One of the highlights of Module Two at Turing last February was running a recursion workshop with Courtney Meyerhofer. Recursion can be tricky. We wanted to give an understanding of how recursion works and to provide tools for approaching writing recursive procedures. We used examples in LISP from the Structure and Interpretation of Computer Programs (SICP) by Hal Abelson and Gerry Sussman for the workshop.

You can checkout our Github Repo for implementation of some simple recursive procedures in both LISP and Ruby.

Goals

  1. Learning to read code
  2. Learning to run code on a whiteboard
  3. Tools: patterns to use

What is Recursion Anyway?

Simply put, recursion is a procedure that calls itself in its definition. We’ll provide some examples below.

Reading Code

One of my favorite aspects of programming is the syntax. LISP is a wonderful language because it’s simple enough to learn in an afternoon. That simplicity allows us to get to theoretical depth much faster than with other languages.

I find it very valuable (and fun) to read code. I like looking at a procedure and breaking it down into it’s syntax. We had our students look at a simple LISP procedure and then articulate the syntax.

(define (square x) (* x x))

This breaks down to:

(define (<name><formal parameters>) (<procedure body>)

When we increase the complexity of a procedure, this becomes more helpful.

; define a procedure named "abs" that takes an argument "x"
(define (abs x)
; procedure body
; if (<predicate>) evaluates to true
  (if (> x 0)
; return <consequent>
      x
; else, return <alternative>
      (- x)))

Running Code on a Whiteboard

Sometimes our computers become a crutch. Running simple procedures on a whiteboard really helps me understand how the function works and how the inputs flow through the procedure.

Here’s our first example of a recursive procedure. We’ll write out the syntax and then run it.

(define (factorial n)
  (if (= n 1)
       1
      (* n (factorial (- n 1)))))

; a procedure with the name "factorial" that takes an argument "n"
(define (factorial n)
; procedure (<body>)
; if "n" is equal to 1 (a predicate expression)
  (if (= n 1)
; return the consequent
       1
; else, multiply n by the procedure factorial with the argument "n" minus 1
      (* n (factorial (- n 1)))))

For my Rubyists:

def factorial(number)
  return 1 if number == 1
  number * (factorial(number - 1))
end

We can see that this is a recursive procedure - it calls itself in the definition. It’s worthwhile pausing here to point out something that all recursive procedures have in common: a stopping condition. In this case, the procedure body says “when n = 1, return 1” rather than running the procedure again with “n - 1” as the argument. If this stopping condition wasn’t present, we would create an infinite loop.
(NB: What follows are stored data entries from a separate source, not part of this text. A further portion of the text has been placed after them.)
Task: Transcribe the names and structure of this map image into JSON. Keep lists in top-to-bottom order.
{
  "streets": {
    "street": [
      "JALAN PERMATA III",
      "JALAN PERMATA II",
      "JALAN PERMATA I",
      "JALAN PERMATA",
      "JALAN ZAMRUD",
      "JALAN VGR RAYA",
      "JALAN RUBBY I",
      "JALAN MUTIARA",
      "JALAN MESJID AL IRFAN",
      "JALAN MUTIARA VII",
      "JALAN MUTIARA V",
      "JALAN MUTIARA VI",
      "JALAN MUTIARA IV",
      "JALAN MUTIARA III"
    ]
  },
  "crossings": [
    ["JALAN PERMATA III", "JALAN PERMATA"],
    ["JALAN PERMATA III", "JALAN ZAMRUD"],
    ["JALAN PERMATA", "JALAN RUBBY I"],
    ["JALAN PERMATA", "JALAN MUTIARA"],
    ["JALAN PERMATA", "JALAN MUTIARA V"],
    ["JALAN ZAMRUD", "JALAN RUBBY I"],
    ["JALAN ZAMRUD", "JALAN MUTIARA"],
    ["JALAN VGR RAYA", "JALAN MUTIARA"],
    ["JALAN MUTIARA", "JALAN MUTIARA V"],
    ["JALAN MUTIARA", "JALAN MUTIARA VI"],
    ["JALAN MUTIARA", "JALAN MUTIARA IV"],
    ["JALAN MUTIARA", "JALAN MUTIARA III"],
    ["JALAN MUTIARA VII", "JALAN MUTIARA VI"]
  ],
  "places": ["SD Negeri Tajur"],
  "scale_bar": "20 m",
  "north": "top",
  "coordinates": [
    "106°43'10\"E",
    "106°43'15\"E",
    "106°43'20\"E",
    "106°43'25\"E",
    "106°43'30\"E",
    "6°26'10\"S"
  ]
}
Now let’s run the code. Say (= n 3)

(factorial 3)
; is three equal to one? no, so return
(if (= 3 1))
; the alternative
(* 3 (factorial (2)))

; it's worthwhile noting here that we don't evaluate the full expression until the stopping condition is met
; so go ahead and run (factorial (2))
; is two equal to one? no, so return
(if (= 2 1))
; the alternative - which gives us this
(* 3 (* 2 (factorial (1))))
; is one equal to one? yes! so
(if (= 1 1))
; return the consequent
(1)
; and evaluate the expression, starting with the innermost expression
(* 3 (*2 (1)))
(* 3 (2))
(6)
; and now we know that 3! equals 6.

Patterns to Use

I once read somewhere that factorial should be defined as “the function used to teach recursion to computer science students.” It’s a simple procedure but it shows some key patterns that are at the heart of writing recursive procedures. I can see a few patterns.

  • All recursive procedures involve case logic. This means the presence of an “if-else” statement or something similar.
  • The case must always include a stopping condition. Without a stopping condition, we will create an infinite loop.

There is another deeper, hidden pattern here. The way that we evaluated the expression above shows that frequently in recursive procedures, we see “delayed evaluation.” From the above example, it’s only after we hit the stopping condition that the multiplication takes place.

Here with a larger factorial to show this more concretely:

(* 6 (* 5 (*4 (*3 (* 2 (1))))))

We can think of these variables as staying on the bottom of a “stack”, waiting to be evaluated until the stopping condition is met. A recursive procedure that has this delayed evaluation property creates a “linear recursive” process.

This is in contrast to the following procedure, which creates a “linear iterative” process. Not all languages are capable of evaluating an procedure like this in constant space, those that can are called “tail recursive” languages. Both LISP and Elixir are tail recursive. Essentially what happens is that the variables are updated in current memory rather than having their values pushed onto the stack. (For more discussion on how this works see both 1.2.1 “Linear Recursion and Iteration” and 5.4.2 “Sequence Evaluation and Tail Recursion” of SICP.)

If you want to see the difference in evaluation, go ahead and run the procedure on a whiteboard!

(define (factorial n)
  (fact-iter 1 1 n))

(define (fact-iter product counter max-count)
  (if (> counter max-count)
      product
      (fact-iter (* counter product)
                 (+ counter 1)
                 max-count)))

Here’s to get you started

(fact-iter 1 1 6)
(fact-iter 1 2 6)
(fact-iter 2 3 6)
...